In [6]:
!pip install transformers datasets sacrebleu sentencepiece --quiet


In [7]:
!pip install -U datasets fsspec


Collecting fsspec
  Using cached fsspec-2025.3.2-py3-none-any.whl.metadata (11 kB)


In [8]:
from datasets import load_dataset
ds = load_dataset("ai4bharat/samanantar", "ta")
print(ds['train'][0])



{'idx': 0, 'src': 'Some 14 months later, the second calf is born.', 'tgt': 'சுமார் 14 மாதங்கள் கழித்து, இரண்டாம் கன்றை ஈனுகிறது.'}


In [9]:
from transformers import MBartForConditionalGeneration, MBart50TokenizerFast
import torch

model_name = "facebook/mbart-large-50-many-to-many-mmt"
tokenizer = MBart50TokenizerFast.from_pretrained(model_name)
model = MBartForConditionalGeneration.from_pretrained(model_name)

device = torch.device("cuda" if torch.cuda.is_available() else "cpu")
model.to(device)

max_length = 128  # adjust based on your data

# Set source and target languages — example English to Tamil
src_lang = "en_XX"
tgt_lang = "ta_IN"

tokenizer.src_lang = src_lang
tokenizer.tgt_lang = tgt_lang


In [10]:
print(ds.column_names)


{'train': ['idx', 'src', 'tgt']}


In [11]:
def preprocess_function(examples):
    inputs = examples["src"]    # source language
    targets = examples["tgt"]   # target language

    model_inputs = tokenizer(inputs, max_length=max_length, padding="max_length", truncation=True)

    with tokenizer.as_target_tokenizer():
        labels = tokenizer(targets, max_length=max_length, padding="max_length", truncation=True)

    model_inputs["labels"] = labels["input_ids"]

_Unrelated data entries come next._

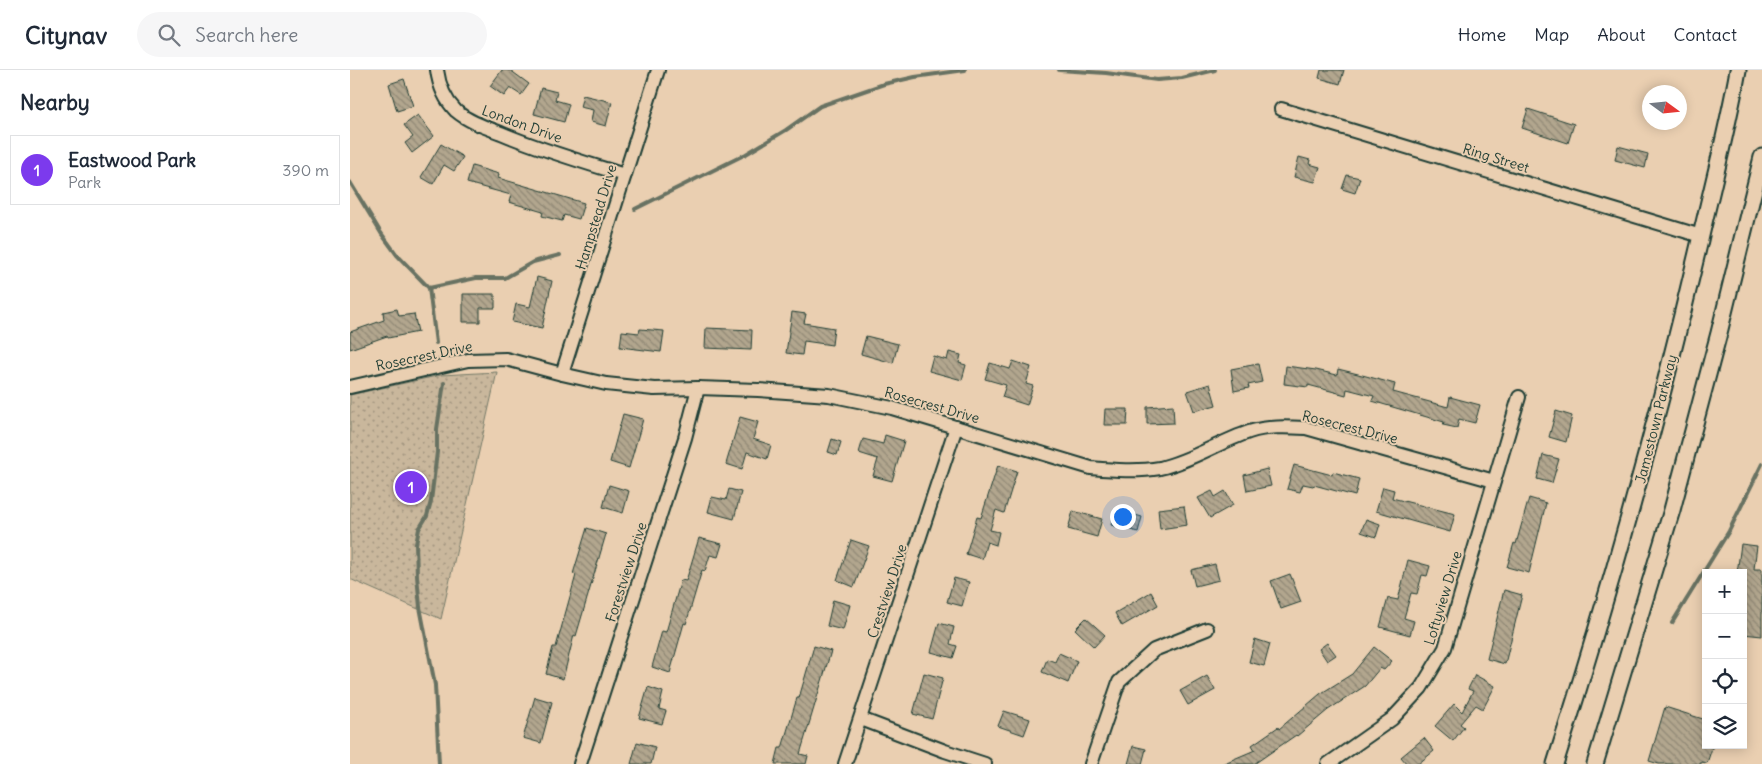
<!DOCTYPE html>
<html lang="en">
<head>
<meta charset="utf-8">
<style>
  body { margin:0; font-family:Delius,sans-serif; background:#f6f6f7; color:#1f2937 }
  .controls { position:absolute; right:15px; bottom:15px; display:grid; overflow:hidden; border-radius:0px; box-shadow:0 2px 12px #0003 }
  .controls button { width:45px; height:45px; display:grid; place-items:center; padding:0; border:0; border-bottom:1px solid #e0e1e3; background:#fff; color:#1f2937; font:25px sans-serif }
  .compass { position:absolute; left:1292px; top:15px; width:45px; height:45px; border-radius:50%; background:#fff; box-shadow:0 2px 12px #0003; rotate:105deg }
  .you { position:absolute; left:772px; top:446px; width:18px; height:18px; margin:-12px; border:4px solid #fff; border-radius:50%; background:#1a73e8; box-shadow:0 0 0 8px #1a73e833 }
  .badge { display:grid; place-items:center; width:32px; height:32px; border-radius:50%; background:#7c3aed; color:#fff; font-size:16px; font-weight:700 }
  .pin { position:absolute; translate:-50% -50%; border:2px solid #fff; box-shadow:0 1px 5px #0006 }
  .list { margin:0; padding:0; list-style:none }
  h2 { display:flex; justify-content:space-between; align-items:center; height:65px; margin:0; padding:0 20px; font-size:21px }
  h2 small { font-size:16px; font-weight:400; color:#747a83 }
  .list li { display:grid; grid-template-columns:32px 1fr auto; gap:15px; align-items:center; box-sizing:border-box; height:70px; margin:0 10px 10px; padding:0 10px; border:1px solid #e0e1e3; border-radius:0px }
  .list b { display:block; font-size:19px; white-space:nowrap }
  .list p { margin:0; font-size:16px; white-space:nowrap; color:#747a83 }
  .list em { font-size:16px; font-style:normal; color:#747a83 }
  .icon { flex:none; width:28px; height:28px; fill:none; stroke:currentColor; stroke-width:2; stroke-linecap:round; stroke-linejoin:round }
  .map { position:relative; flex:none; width:1412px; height:694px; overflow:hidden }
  header { display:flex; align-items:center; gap:30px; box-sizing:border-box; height:70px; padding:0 25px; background:#fff; border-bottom:1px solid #e0e1e3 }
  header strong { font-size:24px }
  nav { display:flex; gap:28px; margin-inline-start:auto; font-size:18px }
  .search { width:350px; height:45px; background:#f6f6f7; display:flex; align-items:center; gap:12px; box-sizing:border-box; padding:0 18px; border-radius:28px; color:#747a83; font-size:19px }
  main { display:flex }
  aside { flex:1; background:#fff }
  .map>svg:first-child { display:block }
  .grass { fill:url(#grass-dots); stroke:#747a68 }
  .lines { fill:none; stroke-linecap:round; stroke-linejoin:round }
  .stream { stroke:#687262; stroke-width:4 }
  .building { fill:url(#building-back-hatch); stroke:#1f3d34 }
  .minor-casing { stroke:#1f3d34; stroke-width:16 }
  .major-casing { stroke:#1f3d34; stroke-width:19 }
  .minor { stroke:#eacfb1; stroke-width:12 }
  .major { stroke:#eacfb1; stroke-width:15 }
  .labels { text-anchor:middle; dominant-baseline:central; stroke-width:4; stroke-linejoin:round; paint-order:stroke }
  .street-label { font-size:14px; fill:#1f3d34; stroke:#eacfb1 }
</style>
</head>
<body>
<header>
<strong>Citynav</strong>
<div class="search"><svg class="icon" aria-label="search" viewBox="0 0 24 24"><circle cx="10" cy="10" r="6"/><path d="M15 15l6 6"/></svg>Search here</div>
<nav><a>Home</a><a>Map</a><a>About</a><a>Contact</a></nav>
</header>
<main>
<aside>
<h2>Nearby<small></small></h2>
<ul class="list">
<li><span class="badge">1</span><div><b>Eastwood Park</b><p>Park</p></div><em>390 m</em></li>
</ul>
</aside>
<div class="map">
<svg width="1412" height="694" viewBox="0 0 1412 694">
  <defs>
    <pattern id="grass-dots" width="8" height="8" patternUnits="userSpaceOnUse" patternTransform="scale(1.25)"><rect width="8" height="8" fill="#c9b79c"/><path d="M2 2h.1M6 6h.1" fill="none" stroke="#a39680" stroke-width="1.8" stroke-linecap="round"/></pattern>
    <pattern id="building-back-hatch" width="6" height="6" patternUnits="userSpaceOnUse" patternTransform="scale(1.25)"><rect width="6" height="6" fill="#b2a68e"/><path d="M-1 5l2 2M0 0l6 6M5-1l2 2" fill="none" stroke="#908875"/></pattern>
  </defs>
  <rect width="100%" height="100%" fill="#eacfb1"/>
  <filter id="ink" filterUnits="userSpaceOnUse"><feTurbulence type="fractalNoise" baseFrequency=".02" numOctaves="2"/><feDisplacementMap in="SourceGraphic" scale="10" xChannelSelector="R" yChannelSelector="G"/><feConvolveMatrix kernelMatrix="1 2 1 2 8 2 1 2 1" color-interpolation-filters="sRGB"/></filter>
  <g filter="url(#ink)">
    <path class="grass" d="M147,302L91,549L0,509V325L91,305Z"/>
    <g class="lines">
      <g class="stream">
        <path d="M709,0L756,3L807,10L832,8L865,0"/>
        <path d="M0,112L31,163L47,185L79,218L86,273"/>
        <path d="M285,139L396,84L436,60L470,36L534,14L565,7L615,0"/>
        <path d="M79,218L126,208H155L183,192L210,185"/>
        <path d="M1322,553L1379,461L1412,394"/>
        <path d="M89,694L85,615L70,537L67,506L66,474L69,459L77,446L81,431L87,382V359L94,313"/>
      </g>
    </g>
    <g class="building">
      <path d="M152,0H160L179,14L171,25L160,18L154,26L140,16Z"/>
      <path d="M971,0H994L990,14L969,8Z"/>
      <path d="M54,9L63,36L47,41L39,14Z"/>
      <path d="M191,18L207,22L205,30L219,34L214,52L184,44Z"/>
      <path d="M233,25L262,32L256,56L241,52L243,40L230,37Z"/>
      <path d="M1178,39L1224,54L1218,73L1172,58Z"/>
      <path d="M68,45L84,66L62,83L55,73L63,67L54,55Z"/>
      <path d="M91,74L113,87L104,101L94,95L83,114L71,107Z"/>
      <path d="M1268,76L1298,84L1295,98L1265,90Z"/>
      <path d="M949,87L960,90L959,94L970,97L965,112L944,107Z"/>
      <path d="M122,96L149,104L148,108L234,133L229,149L214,145L212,151L192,146L193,142L159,132L161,125L117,113Z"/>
      <path d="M997,105L1010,108L1005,123L992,119Z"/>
      <path d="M187,207L202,211L192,258L162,252L166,234L180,237Z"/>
      <path d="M113,224H145V238H130V252H113Z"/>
      <path d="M47,239L49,246L64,244L68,262L38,268L37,266L0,279V262L34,250L33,242Z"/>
      <path d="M442,242L456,244L454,253L484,258L482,275L454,271L452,285L436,283Z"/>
      <path d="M356,258L402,260L401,280L355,278Z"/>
      <path d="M290,259L314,261L311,282L270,277L272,261L289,263Z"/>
      <path d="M516,266L548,274L543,293L511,284Z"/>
      <path d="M599,282L611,285L609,293L616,295L612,310L579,301L583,286L597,290Z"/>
      <path d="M663,291L681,297L676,314L683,316L677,335L652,327L656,315L635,309L640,293L660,299Z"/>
      <path d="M908,294L912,312L898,315L899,318L884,321L881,299Z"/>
      <path d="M936,296L966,300L987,305L988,299L1016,306L1045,314L1043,322L1098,337L1100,327L1130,335L1125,353L1109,349L1107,358L1093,355L1094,352L1022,331L1024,326L997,319L996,325L958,315V317L934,314Z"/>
      <path d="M860,314L866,335L844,341L837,321Z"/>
      <path d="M823,335L824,353L797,354V337Z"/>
      <path d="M755,339H778L777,355H754Z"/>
      <path d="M1206,341L1222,346L1216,372L1199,367Z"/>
      <path d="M273,344L293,349L279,398L260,392Z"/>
      <path d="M390,347L408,352L403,369L421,375L417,389L397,382L392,399L376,394Z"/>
      <path d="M535,365L554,371L542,411L523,406L528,389L509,383L513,369L533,374Z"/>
      <path d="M482,369L491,372L487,385L478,382Z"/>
      <path d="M1193,385L1209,389L1202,413L1187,409Z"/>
      <path d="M648,395L667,401L654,443L646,440L640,460L649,462L646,475L637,472L632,489L616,484L627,447L631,448Z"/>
      <path d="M944,395L982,405L983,402L1009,409L1005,426L964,415L963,416L953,414L950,422L937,419Z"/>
      <path d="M917,399L921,416L897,421L894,405Z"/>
      <path d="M259,415L279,421L273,443L253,437Z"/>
      <path d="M1033,417L1044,420L1042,428L1105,444L1100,462L1026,441Z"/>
      <path d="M379,419L391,422L384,449L358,442L362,427L376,430Z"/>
      <path d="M862,421L865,427L875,421L883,435L860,448L848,428Z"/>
      <path d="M1179,428L1196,433L1179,503L1157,497L1164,473L1166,474Z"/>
      <path d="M834,436L837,455L810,459L808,439Z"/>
      <path d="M765,439L792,447L788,462L761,455Z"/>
      <path d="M723,441L752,449L747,467L718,459Z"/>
      <path d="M1016,449L1030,454L1026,467L1011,462Z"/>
      <path d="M237,458L256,464L226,566L224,565L213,609L196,604L203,577H206L226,505L223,504Z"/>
      <path d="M349,468L372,474L368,487L360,485L355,501L352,500L336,554L334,553L320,603L302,597L312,561L316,562L331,510L336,511Z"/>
      <path d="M501,470L519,476L504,517L487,510Z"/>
      <path d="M1391,474L1407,476L1404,499H1412V566L1393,564V503H1387Z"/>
      <path d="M1058,490L1080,496L1077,506L1072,505L1067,524L1061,523L1054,548L1064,551L1060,565L1030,557L1038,528L1048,530Z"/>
      <path d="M865,494L869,510L845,516L841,500Z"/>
      <path d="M940,504L951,532L931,539L921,511Z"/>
      <path d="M604,508L619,512L612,536L597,532Z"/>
      <path d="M1154,520L1172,525L1155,594L1137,589Z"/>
      <path d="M801,522L808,535L772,556L765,543Z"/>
      <path d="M483,530L500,535L493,560L477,556Z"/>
      <path d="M736,548L755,565L744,577L725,559Z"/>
      <path d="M589,553L604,557L600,574L607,576L603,588L581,582Z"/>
      <path d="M905,569L920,574L914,596L899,592Z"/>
      <path d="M977,573L986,585L977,591L969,579Z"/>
      <path d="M464,576L481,581L450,684L458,686L456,694H425L429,678H432L447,628H449Z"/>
      <path d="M1024,577L1042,591L1034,600L1030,598L1015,616L978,640L947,666L946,665L904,694H872L905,680L902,675L928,657L929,659L970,624L1002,604Z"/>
      <path d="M709,583L727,591L718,613L692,602L697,589L705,592Z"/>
      <path d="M574,603L593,608L582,649L563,644Z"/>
      <path d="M1125,605L1145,616L1133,639L1126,635L1110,654L1114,657L1103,671L1085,656L1104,634L1112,642L1123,621L1118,619Z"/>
      <path d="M857,606L865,620L838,635L830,621Z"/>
      <path d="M298,617L313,622L309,639L316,641L312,654L289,648Z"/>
      <path d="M185,627L202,632L191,673L173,668Z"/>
      <path d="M1315,637L1356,650V675H1363L1357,693L1351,692V694H1309L1299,691Z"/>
      <path d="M654,641L680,649L674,665L648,656Z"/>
      <path d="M1074,668L1084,681L1068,694H1057L1051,687Z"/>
      <path d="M287,672L305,677L301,694H281Z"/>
      <path d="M783,676L796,679L792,694H778Z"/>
    </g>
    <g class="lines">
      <g class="minor-casing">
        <g id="minor">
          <path d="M87,0C89,15 95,30 106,41C119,52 135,57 151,63C191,80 233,92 275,105"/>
          <path d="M931,39L1351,166"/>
          <path d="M212,304L308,0"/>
          <path d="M0,317L118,290L156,289L212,304L256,314L304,319L348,318L408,320L479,325L542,338L741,398C764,400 787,402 810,398C841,391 869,372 899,362C917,356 937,357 956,358L1144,411"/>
          <path d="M511,649L595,681L635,694"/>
          <path d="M230,694L335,368L348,318"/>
          <path d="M495,694L606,357"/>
          <path d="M741,694L769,612L804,580L857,559"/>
          <path d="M978,694L1042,649L1071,618L1095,578L1169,327"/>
        </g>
      </g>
      <g class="major-casing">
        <g id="major">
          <path d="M1205,694C1260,521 1309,347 1350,170C1363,113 1378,57 1388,0"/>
          <path d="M1245,694L1322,440L1369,263L1412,87"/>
        </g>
      </g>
      <use href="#minor" class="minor"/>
      <use href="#major" class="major"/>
    </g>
  </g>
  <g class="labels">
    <g class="street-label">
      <text transform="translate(172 54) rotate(20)">London Drive</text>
      <text transform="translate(1146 88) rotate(17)">Ring Street</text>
      <text transform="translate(246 147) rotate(-73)">Hampstead Drive</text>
      <text transform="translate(74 286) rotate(-12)">Rosecrest Drive</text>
      <text transform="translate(582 335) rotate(16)">Rosecrest Drive</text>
      <text transform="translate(1306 349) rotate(-76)">Jamestown Parkway</text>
      <text transform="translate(1000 357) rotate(14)">Rosecrest Drive</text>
      <text transform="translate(276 502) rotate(-72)">Forestview Drive</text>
      <text transform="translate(537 521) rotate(-72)">Crestview Drive</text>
      <text transform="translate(1093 528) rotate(-73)">Loftyview Drive</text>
    </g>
  </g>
</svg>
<div class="controls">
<button>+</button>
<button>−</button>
<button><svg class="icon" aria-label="locate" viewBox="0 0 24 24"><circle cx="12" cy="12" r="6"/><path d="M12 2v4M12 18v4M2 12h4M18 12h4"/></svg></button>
<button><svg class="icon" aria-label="layers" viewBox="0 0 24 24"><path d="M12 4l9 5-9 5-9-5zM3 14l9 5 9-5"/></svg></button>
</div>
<svg class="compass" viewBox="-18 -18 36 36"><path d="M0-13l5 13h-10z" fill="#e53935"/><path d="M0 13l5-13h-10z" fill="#747a83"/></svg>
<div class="you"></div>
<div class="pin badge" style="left:61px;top:417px">1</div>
</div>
</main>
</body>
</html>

    # Replace padding token id's with -100 to ignore in loss calculation
    model_inputs["labels"] = [
        [(l if l != tokenizer.pad_token_id else -100) for l in label] for label in model_inputs["labels"]
    ]

    return model_inputs

tokenized_datasets = ds["train"].map(preprocess_function, batched=True)


In [12]:
!pip install --upgrade transformers




In [13]:
from transformers import TrainingArguments

training_args = TrainingArguments(
    output_dir="./results",          # where to save checkpoints
    # evaluation_strategy="epoch",
    report_to="none",# evaluate after each epoch (optional) - REMOVED
    eval_strategy="no",           # evaluate after each epoch (optional) - ADDED
    learning_rate=2e-5,
    per_device_train_batch_size=8,
    num_train_epochs=3,
    weight_decay=0.01,
    save_strategy="epoch",
    logging_dir="./logs",
    logging_steps=10,
)

In [None]:
import os
os.environ["WANDB_DISABLED"] = "true"

from transformers import Trainer

trainer = Trainer(
    model=model,
    args=training_args,
    train_dataset=tokenized_datasets,
    tokenizer=tokenizer,
)

trainer.train()

# Save your fine-tuned model and tokenizer
model.save_pretrained("/content/final_model")
tokenizer.save_pretrained("/content/final_model")


  trainer = Trainer(